REST is Gathering Support
April 19th 2008 10:11 am
Udi Dahan, an active enterprise software community member, posted a great podcast on using Rest for large scale projects.
Here’s my summary:
- Most of the on-line REST examples focus on simple active record, crud-ish systems. The resources are things like Customer, Catalog, Catalog item, Order, etc.
- Business operations can be treated as resources too. Transfer balance, Sunset product, Change name just happen to be resources that affect more than one entity. The classic Transfer balance operation, for example, affects two bank accounts. The transfer balance operation itself, however, has its own attributes such as transfer initiation date, transfer initiator, transfer approver (perhaps), etc.
- RESTful HTTP GETs leverage the extensive caching infrastructure that the Web is built upon.
Does this mean that every large system should be RESTful? No. Does this mean that REST deserves serious consideration when designing SOA based systems? Absolutely yes.
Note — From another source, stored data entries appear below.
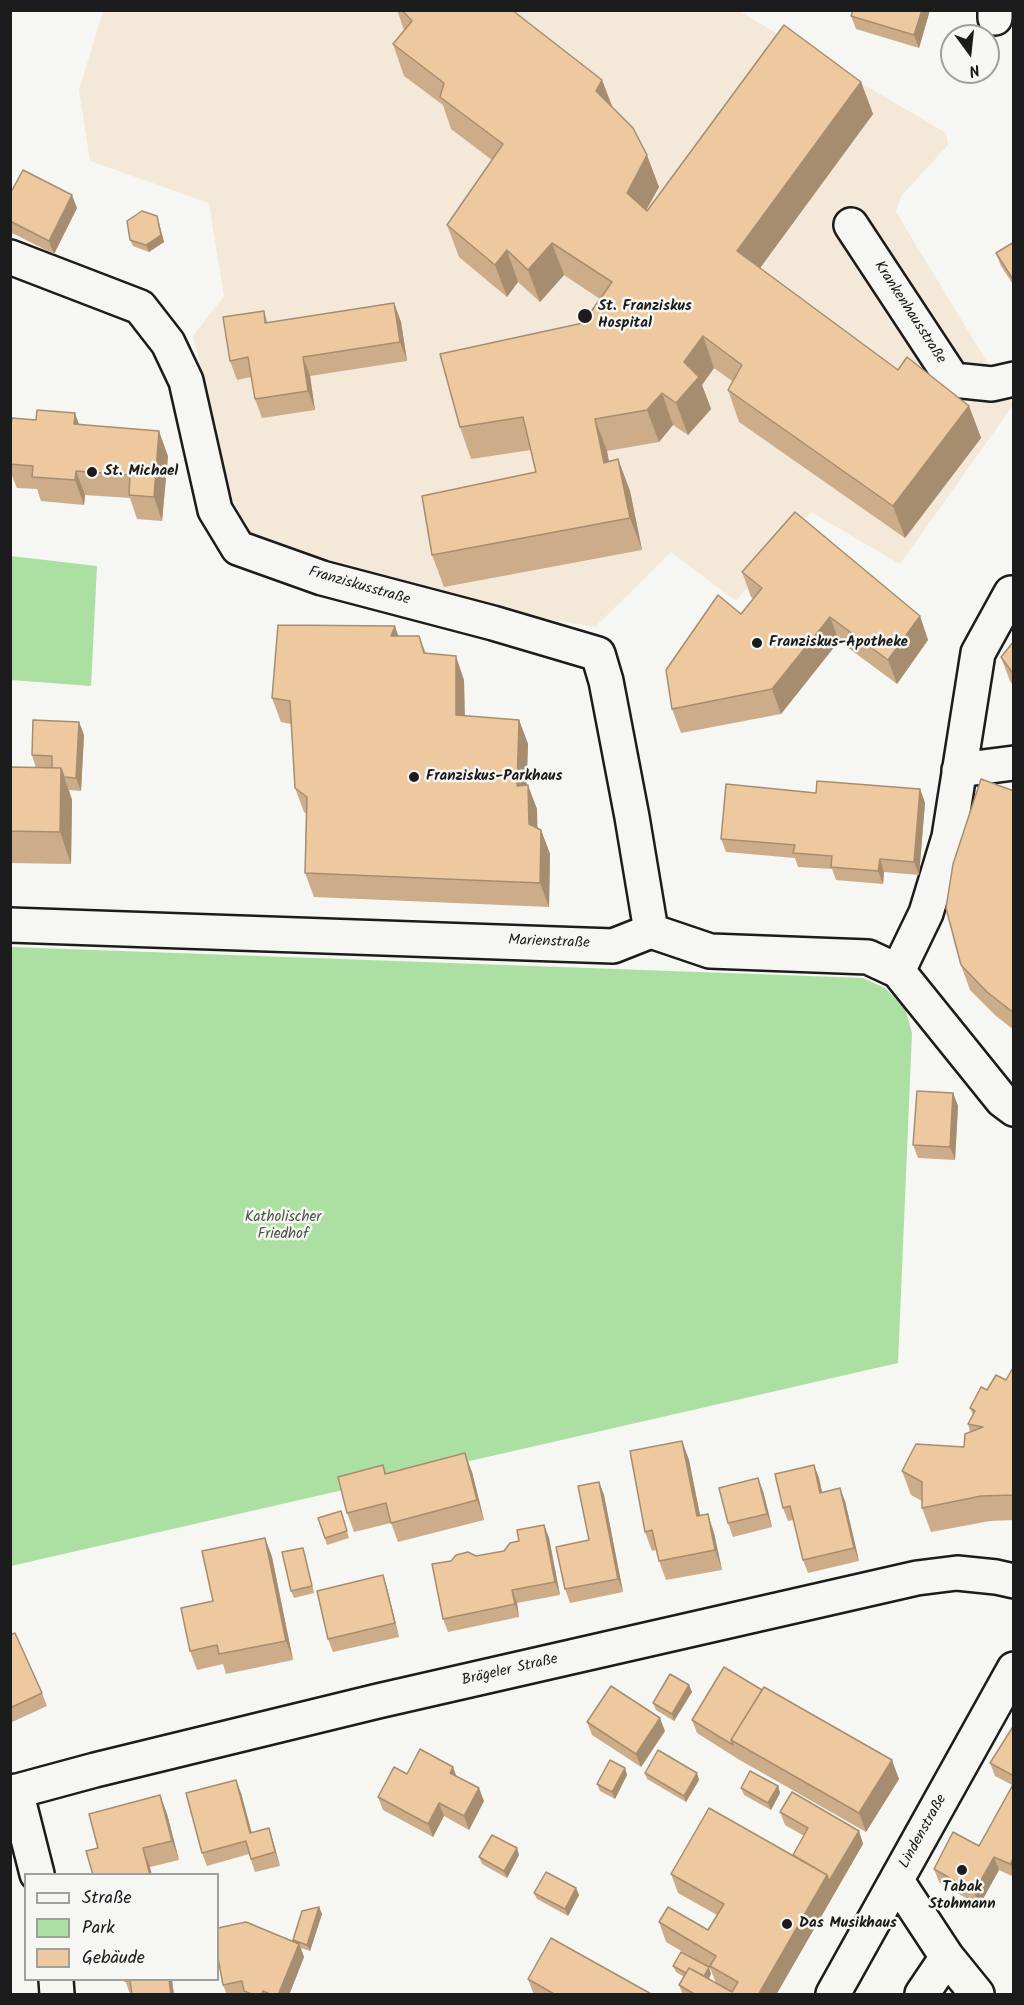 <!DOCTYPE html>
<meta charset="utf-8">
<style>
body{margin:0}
#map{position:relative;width:1024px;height:2005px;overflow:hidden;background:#f6f6f2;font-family:Kalam,sans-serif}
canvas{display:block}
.frame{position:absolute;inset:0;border:12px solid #1c1c1c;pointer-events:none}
.legend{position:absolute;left:24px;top:1873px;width:195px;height:108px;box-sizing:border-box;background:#f6f6f2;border:2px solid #9f9f9c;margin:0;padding:8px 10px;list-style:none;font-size:18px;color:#1c1c1c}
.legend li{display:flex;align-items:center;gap:12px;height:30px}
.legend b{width:30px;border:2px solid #9f9f9c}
.north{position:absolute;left:940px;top:24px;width:60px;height:60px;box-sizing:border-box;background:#f6f6f2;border:2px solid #9f9f9c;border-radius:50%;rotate:165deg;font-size:16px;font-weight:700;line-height:24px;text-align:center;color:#1c1c1c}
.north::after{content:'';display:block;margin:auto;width:21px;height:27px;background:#1c1c1c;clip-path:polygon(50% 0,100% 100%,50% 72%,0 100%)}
</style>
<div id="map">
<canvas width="1024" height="2005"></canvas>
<div class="frame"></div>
<ul class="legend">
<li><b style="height:8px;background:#f6f6f2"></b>Straße</li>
<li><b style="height:16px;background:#ace0a2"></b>Park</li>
<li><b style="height:16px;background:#eec99f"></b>Gebäude</li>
</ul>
<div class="north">N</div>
</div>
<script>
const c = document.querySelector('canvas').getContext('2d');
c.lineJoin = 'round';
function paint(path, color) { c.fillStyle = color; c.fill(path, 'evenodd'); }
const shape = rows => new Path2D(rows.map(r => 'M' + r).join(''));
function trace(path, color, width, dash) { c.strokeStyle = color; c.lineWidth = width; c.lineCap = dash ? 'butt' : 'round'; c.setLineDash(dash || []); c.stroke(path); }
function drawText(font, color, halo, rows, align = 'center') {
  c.font = font + ' Kalam,sans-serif'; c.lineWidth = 5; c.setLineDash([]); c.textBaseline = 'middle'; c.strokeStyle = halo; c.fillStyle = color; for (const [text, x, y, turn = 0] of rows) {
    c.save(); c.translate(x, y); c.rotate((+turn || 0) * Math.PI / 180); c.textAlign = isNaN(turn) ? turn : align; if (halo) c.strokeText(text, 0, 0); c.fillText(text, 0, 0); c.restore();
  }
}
paint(shape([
 [103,11,739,11,946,133,948,145,901,196,896,212,1013,405,900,564,811,512,736,601,671,552,595,627,459,604,247,535,232,498,193,336,224,296,209,203,90,161,79,90]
]), '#f4e8d9');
paint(shape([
 [11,556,97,566,91,686,11,680],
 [11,947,863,978,885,988,905,1008,912,1033,898,1363,11,1566]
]), '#ace0a2');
const minor = shape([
 [995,10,995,18],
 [851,225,953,380,992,384,1014,379],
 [10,257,140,307,168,343,186,381,215,510,238,548,322,578,493,623,598,654,606,681,632,817,651,931],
 [959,770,1014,763],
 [10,925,613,946,651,931,710,951,868,957,898,971,1002,1100,1014,1109],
 [898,971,926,913,949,837,978,653,1011,593],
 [16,1791,37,1874],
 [10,1793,95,1770,378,1701,917,1578,957,1573,996,1577,1014,1581],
 [897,1881,947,1957,977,1994],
 [56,1980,57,1994],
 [833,1994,1014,1669],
 [922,1994,947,1957]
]);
trace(minor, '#1c1c1c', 38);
trace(minor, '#f6f6f2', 33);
paint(shape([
 [397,10,512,10,602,80,613,108,659,187,646,210,647,211,861,82,873,114,760,268,898,370,969,406,981,438,905,538,739,422,728,390,732,381,714,368,702,385,711,409,688,435,673,425,659,442,607,451,609,461,618,459,630,491,642,550,444,587,432,555,536,472,531,450,471,459,460,427,583,323,600,299,564,275,540,302,518,282,507,297,459,257,447,225,492,160,451,129,443,105,404,76,393,44,404,30],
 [853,10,930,10,919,48,856,29,851,16],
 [10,194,77,208,54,254,10,232],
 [159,223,164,242,149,252,133,246,130,240],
 [1014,242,1014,286,1001,266,996,253],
 [394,303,401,322,407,361,310,376,315,410,262,418,255,399,251,377,237,380,230,361,264,311,268,323],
 [79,425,168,456,162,521,137,519,130,498,85,495,84,505,41,501,37,489,17,488,10,471,10,432],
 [742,572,920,616,928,640,897,684,839,641,781,714,681,733,672,709,754,599,751,597],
 [398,636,419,636,426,653,464,680,465,716,519,720,528,744,526,785,537,809,537,828,541,830,550,854,549,907,314,897,305,873,306,814,304,812,295,788,291,724,281,722,272,698],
 [1014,641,1014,687,1010,681,1001,657],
 [79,722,84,735,81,791,69,790,72,800,71,864,10,863,10,767,36,768,32,755],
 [920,789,925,803,919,875,884,872,883,884,836,880,832,869,798,867,795,858,726,852,721,839,816,793],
 [1014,791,1014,1030,996,1016,970,990,961,965],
 [953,1093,958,1106,955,1160,918,1158,913,1145],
 [1014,1366,1014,1520,990,1521,931,1532,922,1508,922,1501,911,1495,902,1471,964,1447,970,1432,968,1424,973,1415,970,1408,987,1390,1006,1380],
 [682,1441,689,1460,700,1515,714,1533,722,1570,666,1580,659,1561,656,1550,652,1551,645,1532],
 [383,1465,386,1473,472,1472,484,1520,398,1542,391,1523,354,1532,347,1513],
 [814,1465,819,1478,822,1492,845,1501,859,1561,808,1573,803,1560,794,1520,788,1521,783,1508],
 [599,1482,604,1495,623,1592,570,1603,565,1589,589,1540],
 [763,1491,772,1527,733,1537,728,1523],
 [318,1518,343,1518,349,1538,327,1545],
 [544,1525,549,1538,560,1595,517,1603,519,1617,448,1632,443,1619,504,1551],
 [265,1538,272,1557,293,1660,226,1674,223,1664,197,1670,190,1651,213,1601],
 [305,1554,314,1593,294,1598,291,1591],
 [383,1575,387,1588,399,1637,333,1652,328,1639],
 [10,1635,42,1693,47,1706,10,1723],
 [689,1685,692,1692,674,1721,656,1710,653,1703],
 [692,1720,899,1779,866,1832,738,1759,697,1733],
 [587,1722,665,1731,641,1767,592,1735],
 [1014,1725,1014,1877,999,1870,979,1906,939,1882,934,1869,979,1846,1012,1785,995,1776,990,1763],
 [625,1768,627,1775,615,1799,600,1791,597,1784],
 [645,1773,697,1773,699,1780,686,1802,647,1779],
 [407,1774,456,1776,484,1801,469,1830,444,1816,433,1837,383,1810,378,1797],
 [778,1786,780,1793,771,1810,744,1795,741,1788],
 [241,1793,252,1833,269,1828,273,1841,280,1866,255,1872,249,1854,207,1866,202,1853],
 [160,1795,167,1814,179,1860,150,1867,98,1848],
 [780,1812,859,1831,863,1844,776,1995,683,1995,679,1985,684,1977,676,1972,673,1966,711,1974,709,1979,716,1983,710,1968,666,1942,659,1922,708,1930,717,1915,678,1893,671,1874,793,1855,804,1836,785,1825],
 [517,1848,519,1855,507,1878,482,1864,479,1857],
 [576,1888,579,1895,568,1916,537,1899,534,1893],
 [319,1907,322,1914,310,1951,301,1948,304,1957,289,1995,227,1995,223,1985,294,1942,293,1940],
 [528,1979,653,1995,534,1995],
 [125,1980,172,1980,174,1995,130,1994]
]), '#cdad89');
paint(shape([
 [922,10,930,10,919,48,914,35],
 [602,80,614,112,596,91],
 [861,82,873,114,749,283,737,251],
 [647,155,659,187,638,225,627,193],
 [72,195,77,208,54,254,49,241],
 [157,216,164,242,149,252,146,245],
 [552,243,564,275,540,302,528,270],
 [507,250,518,282,507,297,495,265],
 [394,303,401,322,407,361,400,342],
 [703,336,714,368,702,385,711,409,688,435,676,403,684,362],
 [303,357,310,376,315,410,308,391],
 [662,393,673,425,659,442,647,410],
 [969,406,981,438,905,538,893,506],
 [75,413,84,438,74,424],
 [595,419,607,451,615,495,604,463],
 [159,431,168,456,162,521,154,497],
 [618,459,630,491,642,550,630,518],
 [76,471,85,495,84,505,75,480],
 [920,616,928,640,897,684,888,660],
 [830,617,839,641,781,714,772,689],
 [395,626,403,650,391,636],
 [456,656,464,680,465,739,456,715],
 [519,720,528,744,526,810,517,786],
 [79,722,84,735,81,791,76,778],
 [61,768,72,800,71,864,60,832],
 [528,785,537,809,538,848,529,824],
 [920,789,925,803,919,875,914,862],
 [541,830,550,854,549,907,540,883],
 [880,859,884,872,883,884,878,871],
 [953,1093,958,1106,955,1160,950,1147],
 [682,1441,689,1460,704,1535,697,1516],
 [465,1453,472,1472,484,1520,477,1500],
 [814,1465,819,1478,825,1506,820,1493],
 [758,1478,763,1491,772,1527,767,1514],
 [599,1482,604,1495,623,1592,618,1579],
 [840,1488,845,1501,859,1561,854,1548],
 [708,1514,714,1533,722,1570,715,1550],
 [544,1525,549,1538,560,1595,555,1582],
 [265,1538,272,1557,293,1660,286,1641],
 [383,1575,387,1588,399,1637,395,1623],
 [512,1590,517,1603,519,1617,515,1604],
 [689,1685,692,1692,674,1721,672,1714],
 [660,1718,665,1731,641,1767,636,1754],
 [892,1760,899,1779,866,1832,859,1813],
 [453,1767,458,1780,450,1773],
 [625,1768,627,1775,615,1799,612,1792],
 [697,1773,699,1780,686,1802,684,1796],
 [236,1780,241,1793,255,1846,250,1833],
 [778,1786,780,1793,771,1810,768,1803],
 [479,1788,484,1801,469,1830,464,1816],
 [160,1795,167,1814,179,1860,172,1841],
 [439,1803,444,1816,433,1837,428,1824],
 [269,1828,273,1841,280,1866,275,1852],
 [859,1831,863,1844,776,1995,758,1995,827,1875],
 [143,1848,150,1867,152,1875,150,1875],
 [517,1848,519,1855,507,1878,504,1871],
 [994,1857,999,1870,979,1906,974,1892],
 [1014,1857,1014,1875,1010,1864],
 [576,1888,579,1895,568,1916,565,1909],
 [319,1907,322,1914,310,1951,307,1945],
 [299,1944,304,1957,289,1995,278,1995],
 [709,1967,711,1974,703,1988,701,1981],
 [169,1980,172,1980,174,1995,171,1995]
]), '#a78d6f');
const building = shape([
 [402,10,512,10,602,80,596,91,633,128,647,155,627,193,647,211,784,25,861,82,737,251,898,370,907,357,969,406,893,506,728,390,742,365,703,336,684,362,699,377,676,403,662,393,647,410,595,419,604,463,618,459,630,518,432,555,422,496,536,472,523,417,460,427,440,354,583,323,612,282,552,243,528,270,507,250,495,265,447,225,503,144,440,97,444,83,393,44,412,21,402,10],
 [853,10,922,10,914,35,851,16,853,10],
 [23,170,72,195,49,241,10,221,10,194,23,170],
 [142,211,157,216,161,235,146,245,130,240,127,221,142,211],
 [1014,242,1014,281,996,253,1014,242],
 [394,303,400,342,303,357,308,391,255,399,248,357,230,361,223,317,264,311,265,323,394,303],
 [37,410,75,413,74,424,159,431,154,497,129,495,130,475,76,471,75,480,32,477,33,466,10,464,10,432,12,418,36,420,37,410],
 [795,512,920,616,888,660,830,617,772,689,672,709,666,670,718,595,741,614,762,588,742,572,795,512],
 [278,625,395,626,391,636,419,636,424,653,456,656,456,715,519,720,517,786,528,785,529,824,541,830,540,883,305,873,307,797,295,788,290,701,272,698,278,625],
 [1014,641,1014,675,1001,657,1014,641],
 [33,720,79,722,76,778,64,777,61,768,52,768,52,756,32,755,33,720],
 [10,767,61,768,60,832,10,831,10,767],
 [981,779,1014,791,1014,1013,987,992,961,965,946,908,953,864,981,779],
 [817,781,920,789,914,862,880,859,878,871,831,867,832,856,793,853,795,845,721,839,726,784,816,793,817,781],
 [917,1091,953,1093,950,1147,913,1145,917,1091],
 [1014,1366,1014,1495,981,1496,922,1508,922,1482,902,1471,916,1444,964,1447,965,1434,983,1427,968,1424,975,1411,970,1408,981,1387,987,1390,996,1375,1006,1380,1014,1366],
 [682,1441,697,1516,708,1514,715,1550,659,1561,652,1530,645,1532,630,1451,682,1441],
 [465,1453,477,1500,391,1523,386,1503,347,1513,338,1477,383,1465,385,1474,465,1453],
 [814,1465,820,1493,840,1488,854,1548,803,1560,790,1506,783,1508,775,1474,814,1465],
 [758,1478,767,1514,728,1523,719,1488,758,1478],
 [599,1482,618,1579,565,1589,556,1547,589,1540,578,1486,599,1482],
 [341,1511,347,1531,325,1538,318,1518,341,1511],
 [544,1525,555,1582,512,1590,515,1604,443,1619,432,1564,451,1561,456,1555,468,1552,476,1556,504,1551,510,1543,519,1541,517,1530,544,1525],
 [265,1538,286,1641,219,1654,217,1645,190,1651,181,1608,213,1601,202,1551,265,1538],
 [303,1548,312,1586,291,1591,282,1552,303,1548],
 [383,1575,395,1623,328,1639,317,1591,383,1575],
 [15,1633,42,1693,10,1708,10,1635,15,1633],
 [724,1667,762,1690,731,1740,733,1745,692,1720,724,1667],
 [670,1674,689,1685,672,1714,653,1703,670,1674],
 [611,1686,660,1718,636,1754,587,1722,611,1686],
 [764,1687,892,1760,859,1813,731,1740,764,1687],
 [1014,1725,1014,1776,990,1763,1014,1725],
 [420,1749,453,1767,450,1773,479,1788,464,1816,439,1803,428,1824,378,1797,394,1767,407,1774,420,1749],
 [658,1750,697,1773,684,1796,645,1773,658,1750],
 [610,1760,625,1768,612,1792,597,1784,610,1760],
 [750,1771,778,1786,768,1803,741,1788,750,1771],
 [236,1780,250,1833,269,1828,275,1852,251,1859,246,1841,202,1853,186,1793,236,1780],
 [1014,1783,1014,1857,1010,1864,994,1857,974,1892,934,1869,953,1832,979,1846,1014,1783],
 [792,1792,859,1831,829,1881,827,1875,793,1855,808,1828,780,1812,792,1792],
 [160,1795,172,1841,143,1848,150,1875,93,1875,86,1851,98,1848,89,1814,160,1795],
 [709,1808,827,1875,758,1995,696,1995,679,1985,689,1968,732,1992,738,1982,710,1966,716,1956,659,1922,668,1907,708,1930,724,1904,671,1874,709,1808],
 [492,1835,517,1848,504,1871,479,1857,492,1835],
 [546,1872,576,1888,565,1909,534,1893,546,1872],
 [319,1907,307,1945,293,1940,302,1911,319,1907],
 [246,1922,299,1944,278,1995,272,1995,263,1991,262,1995,254,1995,244,1991,242,1981,223,1985,218,1958,218,1928,246,1922],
 [551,1938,653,1995,556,1995,528,1979,551,1938],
 [681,1952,709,1967,704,1976,689,1968,686,1973,673,1966,681,1952],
 [125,1980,169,1980,171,1995,132,1995,130,1980,125,1981,125,1980]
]);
paint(building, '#eec99f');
trace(building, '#a78d6f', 1.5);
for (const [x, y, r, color] of [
 [585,316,8,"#1c1c1c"],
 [92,472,6,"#1c1c1c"],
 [757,643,6,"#1c1c1c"],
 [414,777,6,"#1c1c1c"],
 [962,1870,6,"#1c1c1c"],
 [787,1924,6,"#1c1c1c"]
]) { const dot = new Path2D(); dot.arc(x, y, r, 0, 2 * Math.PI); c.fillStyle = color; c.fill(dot); trace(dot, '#f6f6f2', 2); }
drawText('bold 15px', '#1c1c1c', '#f6f6f2', [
 ["St. Franziskus",598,307],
 ["Hospital",598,324],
 ["St. Michael",104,472],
 ["Franziskus-Apotheke",769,643],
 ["Franziskus-Parkhaus",426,777],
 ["Tabak",962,1888,"center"],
 ["Stohmann",962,1905,"center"],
 ["Das Musikhaus",799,1924]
], 'left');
drawText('15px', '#1c1c1c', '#f6f6f2', [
 ["Krankenhausstraße",909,313,57],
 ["Franziskusstraße",359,587,16],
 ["Marienstraße",549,943,2],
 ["Brägeler Straße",510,1671,-13],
 ["Lindenstraße",924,1832,-61]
]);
drawText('15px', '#475744', '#f6f6f2', [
 ["Katholischer",283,1218],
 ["Friedhof",283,1235]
]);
</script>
At the end of the podcast, he mentions his concern for a lack of REST service description tools. The community is working on this. Check out WADL for details.
Sebastien Lambla responded on 30 Jun 2009 at 12:12 pm #
WADL doesn’t have value in a properly designed ReST architectures. It enforces strong coupling of the client and the server’s URI space at compile-time.
ReST systems are by definition hypermedia-driven, hence generating lists of URIs and their potential media types is redundant and actually quite nefast.